Contracapa do álbum de estreia, com ilustrações feitas
pelos próprios integrantes e as suas assinaturas.

Isso é bem notável pelos primeiros acordes de Panis Et Circenses, que soa bem psicodélico e conta com as influências da música Penny Lane dos Beatles, com uma história que trazia uma linguagem cinematográfica, falando sobre as pessoas na sala de jantar e no final, vidros quebrando e conversas aleatórias encerravam a mais psicodélica das canções brasileiras; a música seguinte, chamada A Minha Menina, composta pelo músico e compositor Jorge Ben trouxe um pouco a antecipação do samba-rock, samba-soul com Jorge arranhando as cordas do violão e Sérgio eletrificando o samba com a guitarra elétrica e tornou-se um clássico instantâneo da música popular brasileira, Jorge até regravou num medley do seu álbum intitulado 10 Anos Depois (1973) pela Philips, comemorando uma década de carreira e de gravadora; já em O Relógio, a voz doce da jovem Rita Lee e a melodia de uma canção delicada ao estilo pop francês (chanson), acaba se transformando em uma total viagem sonora e com uma parte bem mais pesada e elétrica; na sequência vem o Nordeste sendo representado em Adeus, Maria Fulô, clássico de Sivuca e imortalizado por Carmélia Alves e por Miriam Makeba, famosa naquela época devido ao seu hit Pata-Pata, uma espécie de reaproximação da música nordestina com o resto do Brasil e isso se deve também aos tropicalistas Gil e Caetano; enquanto Caetano seguia sendo regravado por vários artistas, como Claudette Soares e até por um jovem Billy Bond, argentino nascido na Itália, o trio também reinterpretava o velho baiano com a canção Baby, clássico que foi imortalizado por Gal Costa no disco Tropicália ou Panis Et Circensis e depois pelos Mutantes nessa versão, psicodélica e cheia de guitarras alucinantes; o doowop e o charleston, junto dos antigos standards do jazz formam a base principal para a canção Senhor F, cujo piano foi executado pela mãe de Sérgio e Arnaldo, dona Clarisse Leite, e cuja letra fala sobre as tecnologias de comunicação em massa, como a rádio e a televisão já estarem presente na maioria dos lares de classe média aqui no Brasil naqueles tempos, encerrando completamente o lado A do vinil, com sopros e risadas ao estilo mutante.
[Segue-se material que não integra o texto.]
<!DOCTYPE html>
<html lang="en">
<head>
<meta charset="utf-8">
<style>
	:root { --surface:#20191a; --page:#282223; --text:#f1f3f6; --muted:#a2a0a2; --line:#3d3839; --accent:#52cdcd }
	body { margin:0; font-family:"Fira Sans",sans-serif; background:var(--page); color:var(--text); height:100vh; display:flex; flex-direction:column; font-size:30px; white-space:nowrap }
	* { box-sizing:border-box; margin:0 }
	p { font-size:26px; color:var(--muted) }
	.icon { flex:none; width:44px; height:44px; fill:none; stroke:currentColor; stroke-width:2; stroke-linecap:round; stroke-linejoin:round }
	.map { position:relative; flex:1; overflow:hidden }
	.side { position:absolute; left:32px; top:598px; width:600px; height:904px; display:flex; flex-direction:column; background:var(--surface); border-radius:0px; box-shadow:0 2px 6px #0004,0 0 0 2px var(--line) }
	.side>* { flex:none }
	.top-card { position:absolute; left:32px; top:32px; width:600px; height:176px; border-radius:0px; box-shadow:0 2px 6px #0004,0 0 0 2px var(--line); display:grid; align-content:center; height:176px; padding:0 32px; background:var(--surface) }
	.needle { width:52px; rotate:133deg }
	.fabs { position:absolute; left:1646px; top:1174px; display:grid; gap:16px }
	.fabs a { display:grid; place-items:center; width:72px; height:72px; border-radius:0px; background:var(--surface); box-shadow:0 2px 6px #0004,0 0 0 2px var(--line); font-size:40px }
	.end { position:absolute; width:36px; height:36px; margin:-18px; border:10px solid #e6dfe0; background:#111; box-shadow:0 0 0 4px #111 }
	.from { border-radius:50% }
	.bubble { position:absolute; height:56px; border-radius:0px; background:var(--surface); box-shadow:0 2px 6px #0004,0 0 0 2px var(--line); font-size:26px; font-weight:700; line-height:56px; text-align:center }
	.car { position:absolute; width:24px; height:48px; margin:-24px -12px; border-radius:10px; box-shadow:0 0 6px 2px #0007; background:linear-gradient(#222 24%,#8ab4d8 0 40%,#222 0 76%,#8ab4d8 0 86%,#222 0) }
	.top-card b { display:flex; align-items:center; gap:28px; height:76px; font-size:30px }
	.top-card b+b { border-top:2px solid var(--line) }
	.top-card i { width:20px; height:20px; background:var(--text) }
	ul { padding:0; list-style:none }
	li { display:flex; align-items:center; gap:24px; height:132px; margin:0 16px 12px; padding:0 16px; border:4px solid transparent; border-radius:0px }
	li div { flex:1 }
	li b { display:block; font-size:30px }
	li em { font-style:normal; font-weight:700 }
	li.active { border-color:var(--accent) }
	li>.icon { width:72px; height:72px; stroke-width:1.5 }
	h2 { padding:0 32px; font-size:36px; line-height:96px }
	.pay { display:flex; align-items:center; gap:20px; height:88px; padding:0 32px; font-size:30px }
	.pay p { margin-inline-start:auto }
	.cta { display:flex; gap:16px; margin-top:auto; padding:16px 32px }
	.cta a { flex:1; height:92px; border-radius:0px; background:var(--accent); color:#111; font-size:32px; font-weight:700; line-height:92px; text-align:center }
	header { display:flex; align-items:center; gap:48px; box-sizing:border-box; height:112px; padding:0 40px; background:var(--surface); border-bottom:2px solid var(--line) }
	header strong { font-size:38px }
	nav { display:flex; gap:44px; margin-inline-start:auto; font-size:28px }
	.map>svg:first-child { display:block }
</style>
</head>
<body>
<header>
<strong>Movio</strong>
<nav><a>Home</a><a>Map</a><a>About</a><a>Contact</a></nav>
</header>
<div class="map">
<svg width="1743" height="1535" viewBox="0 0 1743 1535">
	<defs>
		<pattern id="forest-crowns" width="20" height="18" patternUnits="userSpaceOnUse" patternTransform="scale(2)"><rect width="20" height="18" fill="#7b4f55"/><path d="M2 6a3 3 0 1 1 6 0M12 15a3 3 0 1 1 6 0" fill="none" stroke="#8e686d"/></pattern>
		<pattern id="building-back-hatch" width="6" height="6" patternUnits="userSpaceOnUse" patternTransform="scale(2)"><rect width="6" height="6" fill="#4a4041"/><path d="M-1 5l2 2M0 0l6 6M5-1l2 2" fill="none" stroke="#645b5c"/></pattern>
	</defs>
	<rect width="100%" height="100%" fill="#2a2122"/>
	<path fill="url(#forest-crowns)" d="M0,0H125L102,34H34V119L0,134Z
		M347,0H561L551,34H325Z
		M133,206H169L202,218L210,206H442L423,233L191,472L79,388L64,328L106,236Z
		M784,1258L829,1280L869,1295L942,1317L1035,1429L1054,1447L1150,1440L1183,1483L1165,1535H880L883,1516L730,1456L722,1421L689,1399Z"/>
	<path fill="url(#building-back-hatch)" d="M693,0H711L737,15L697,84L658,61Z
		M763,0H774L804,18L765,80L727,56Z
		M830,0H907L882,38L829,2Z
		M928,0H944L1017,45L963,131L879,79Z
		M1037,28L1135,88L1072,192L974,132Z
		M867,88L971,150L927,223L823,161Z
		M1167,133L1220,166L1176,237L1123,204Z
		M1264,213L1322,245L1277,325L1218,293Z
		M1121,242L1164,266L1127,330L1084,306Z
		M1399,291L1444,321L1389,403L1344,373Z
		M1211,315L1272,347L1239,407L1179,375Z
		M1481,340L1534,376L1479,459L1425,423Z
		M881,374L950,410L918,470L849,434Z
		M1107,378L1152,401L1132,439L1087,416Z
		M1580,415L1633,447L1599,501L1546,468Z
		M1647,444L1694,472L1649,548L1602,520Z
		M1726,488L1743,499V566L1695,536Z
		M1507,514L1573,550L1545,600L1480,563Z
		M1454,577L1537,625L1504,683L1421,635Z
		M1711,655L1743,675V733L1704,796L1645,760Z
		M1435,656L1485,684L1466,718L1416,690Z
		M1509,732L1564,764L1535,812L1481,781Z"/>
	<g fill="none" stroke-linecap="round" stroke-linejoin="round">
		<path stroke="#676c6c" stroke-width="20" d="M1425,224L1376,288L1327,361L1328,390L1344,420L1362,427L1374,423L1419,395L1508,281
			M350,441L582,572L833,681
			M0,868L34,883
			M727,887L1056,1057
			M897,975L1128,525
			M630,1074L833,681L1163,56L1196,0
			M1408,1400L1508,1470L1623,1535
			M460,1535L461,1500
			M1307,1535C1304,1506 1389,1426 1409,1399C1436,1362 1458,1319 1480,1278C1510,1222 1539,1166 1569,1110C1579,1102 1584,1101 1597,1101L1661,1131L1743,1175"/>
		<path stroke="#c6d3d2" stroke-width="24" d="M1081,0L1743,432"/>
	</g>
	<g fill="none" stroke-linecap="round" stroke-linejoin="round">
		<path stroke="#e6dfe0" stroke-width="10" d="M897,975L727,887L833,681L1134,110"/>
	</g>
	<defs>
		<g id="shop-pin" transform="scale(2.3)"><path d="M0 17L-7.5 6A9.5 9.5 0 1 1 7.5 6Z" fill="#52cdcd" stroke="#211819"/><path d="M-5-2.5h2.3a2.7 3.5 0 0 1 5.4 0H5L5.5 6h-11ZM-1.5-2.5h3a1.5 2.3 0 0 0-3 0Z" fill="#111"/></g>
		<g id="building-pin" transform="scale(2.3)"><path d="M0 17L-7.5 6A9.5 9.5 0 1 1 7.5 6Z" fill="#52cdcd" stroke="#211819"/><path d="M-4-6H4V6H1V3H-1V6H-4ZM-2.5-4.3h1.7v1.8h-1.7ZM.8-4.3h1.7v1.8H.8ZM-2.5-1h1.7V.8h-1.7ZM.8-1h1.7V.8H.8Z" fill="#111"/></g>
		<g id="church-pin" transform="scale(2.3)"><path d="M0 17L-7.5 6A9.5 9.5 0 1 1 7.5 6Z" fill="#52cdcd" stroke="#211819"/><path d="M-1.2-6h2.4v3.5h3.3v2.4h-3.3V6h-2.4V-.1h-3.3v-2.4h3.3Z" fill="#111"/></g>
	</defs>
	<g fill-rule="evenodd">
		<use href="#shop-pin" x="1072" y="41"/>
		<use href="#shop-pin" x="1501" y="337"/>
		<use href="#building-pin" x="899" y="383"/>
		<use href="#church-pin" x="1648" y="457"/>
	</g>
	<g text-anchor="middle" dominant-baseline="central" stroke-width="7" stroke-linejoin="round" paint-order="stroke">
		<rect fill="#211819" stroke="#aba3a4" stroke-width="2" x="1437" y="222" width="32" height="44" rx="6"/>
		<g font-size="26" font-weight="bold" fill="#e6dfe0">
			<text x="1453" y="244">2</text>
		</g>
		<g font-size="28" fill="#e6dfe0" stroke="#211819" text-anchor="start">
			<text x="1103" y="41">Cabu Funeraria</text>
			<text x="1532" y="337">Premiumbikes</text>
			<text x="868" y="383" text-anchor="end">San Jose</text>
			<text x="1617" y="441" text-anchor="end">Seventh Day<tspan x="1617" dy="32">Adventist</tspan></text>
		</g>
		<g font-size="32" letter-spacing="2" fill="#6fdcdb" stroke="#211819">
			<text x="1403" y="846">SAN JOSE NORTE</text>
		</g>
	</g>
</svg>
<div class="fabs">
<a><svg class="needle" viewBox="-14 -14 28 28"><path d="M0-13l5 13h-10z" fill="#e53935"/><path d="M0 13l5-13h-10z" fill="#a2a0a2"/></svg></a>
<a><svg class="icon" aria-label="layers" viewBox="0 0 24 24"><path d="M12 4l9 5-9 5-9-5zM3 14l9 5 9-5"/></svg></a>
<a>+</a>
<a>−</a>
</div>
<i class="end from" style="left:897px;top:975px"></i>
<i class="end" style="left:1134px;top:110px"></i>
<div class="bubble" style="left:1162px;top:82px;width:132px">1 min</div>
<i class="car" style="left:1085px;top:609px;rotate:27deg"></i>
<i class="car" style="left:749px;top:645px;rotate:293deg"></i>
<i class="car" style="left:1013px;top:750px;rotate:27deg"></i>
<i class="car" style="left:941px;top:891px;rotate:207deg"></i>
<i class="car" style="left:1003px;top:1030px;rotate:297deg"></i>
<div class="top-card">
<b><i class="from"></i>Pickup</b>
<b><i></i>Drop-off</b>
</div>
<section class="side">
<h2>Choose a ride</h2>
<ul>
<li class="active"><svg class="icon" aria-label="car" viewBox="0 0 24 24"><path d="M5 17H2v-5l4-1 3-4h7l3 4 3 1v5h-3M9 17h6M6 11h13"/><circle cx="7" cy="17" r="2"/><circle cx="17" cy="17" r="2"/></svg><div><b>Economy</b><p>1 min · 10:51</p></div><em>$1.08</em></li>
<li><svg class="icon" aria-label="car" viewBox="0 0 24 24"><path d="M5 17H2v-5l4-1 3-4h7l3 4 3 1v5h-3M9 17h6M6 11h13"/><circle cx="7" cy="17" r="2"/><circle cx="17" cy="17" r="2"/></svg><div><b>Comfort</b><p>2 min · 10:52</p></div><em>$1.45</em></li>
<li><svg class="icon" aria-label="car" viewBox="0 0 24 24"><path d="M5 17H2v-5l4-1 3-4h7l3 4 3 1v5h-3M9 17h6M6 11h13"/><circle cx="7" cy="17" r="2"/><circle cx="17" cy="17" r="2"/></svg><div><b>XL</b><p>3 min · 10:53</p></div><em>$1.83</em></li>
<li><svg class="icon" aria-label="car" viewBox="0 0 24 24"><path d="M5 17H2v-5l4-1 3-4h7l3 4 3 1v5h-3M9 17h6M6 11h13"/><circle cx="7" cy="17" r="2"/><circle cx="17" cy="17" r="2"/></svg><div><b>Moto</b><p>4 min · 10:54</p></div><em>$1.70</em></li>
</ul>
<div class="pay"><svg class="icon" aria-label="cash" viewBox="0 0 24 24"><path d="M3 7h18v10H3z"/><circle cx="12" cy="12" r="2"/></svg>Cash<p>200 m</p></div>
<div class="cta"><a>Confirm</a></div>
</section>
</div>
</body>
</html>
O trio em Cannes (França) em janeiro de 1969, se preparando para a
performance brasileira no famoso MIDEM, na qual cantaram
a música "Caminhante Noturno" em inglês,
O lado B do disco apresenta uma letra cuja influência da umbanda com o personagem da DC Comics, Batman acabaram se convertendo em uma canção chamada Bat-Macumba, de Gil e na qual o irmão de Sérgio e Arnaldo, Cláudio César Dias Baptista fez os efeitos de distorção sonora (Cláudio César era visto como o Professor Pardal do grupo, por lidar com os efeitos e distorções que se tornariam marca registrada do grupo nos discos) além de se notar muito as batidas de percussão terem influência de ritmos do candomblé e até mesmo da poesia concreta, que se formos ler a letra da música, ela tem o formato de K notando bem; as canções interpretadas em outro idioma do grupo jamais será esquecidas, e prova disso era em Le Premier Bonheur du Jour, famoso sucesso de folk-rock no idioma francês da cantora Françoise Hardy e aqui com a voz doce de Rita Lee ganhou um tom de bolero mais psicodélico, foi a única música a não ser cantado em português neste disco, e, curioso é que o ritmo foi gravado com uma bombinha Flit (insetcida) o que deixou surpreso a equipe de gravação no estúdio; as colaborações dos gurus tropicalistas foi essencial para o disco, como no caso de Trem Fantasma, composta por Caetano e pelo trio e que conta com arranjos bem elaborados e uma letra que lembra uma aventura em um dos mais conhecidos brinquedos dos parques de diversões; mas até em traduções o grupo se supera mesmo, como na faixa Tempo no Tempo, que é uma versão original de Once Was a Time I Thought, do Mamas and the Papas lançada em 1967, acrescentando metais ao estilo de trilha clássica de cinema e acrescentada de sinos após os últimos versos; o final fica por conta de Ave Genghis Khan, um tema quase instrumental que conta com vocalises e risadas, além de órgão e contou ainda com Dr. César Dias Baptista, pai de Sérgio e Arnaldo, que inverteram a voz dele com efeitos, dando uma impresssão diferente e fazendo com que ele parecesse estar cantando em russo -bem engraçado por sinal.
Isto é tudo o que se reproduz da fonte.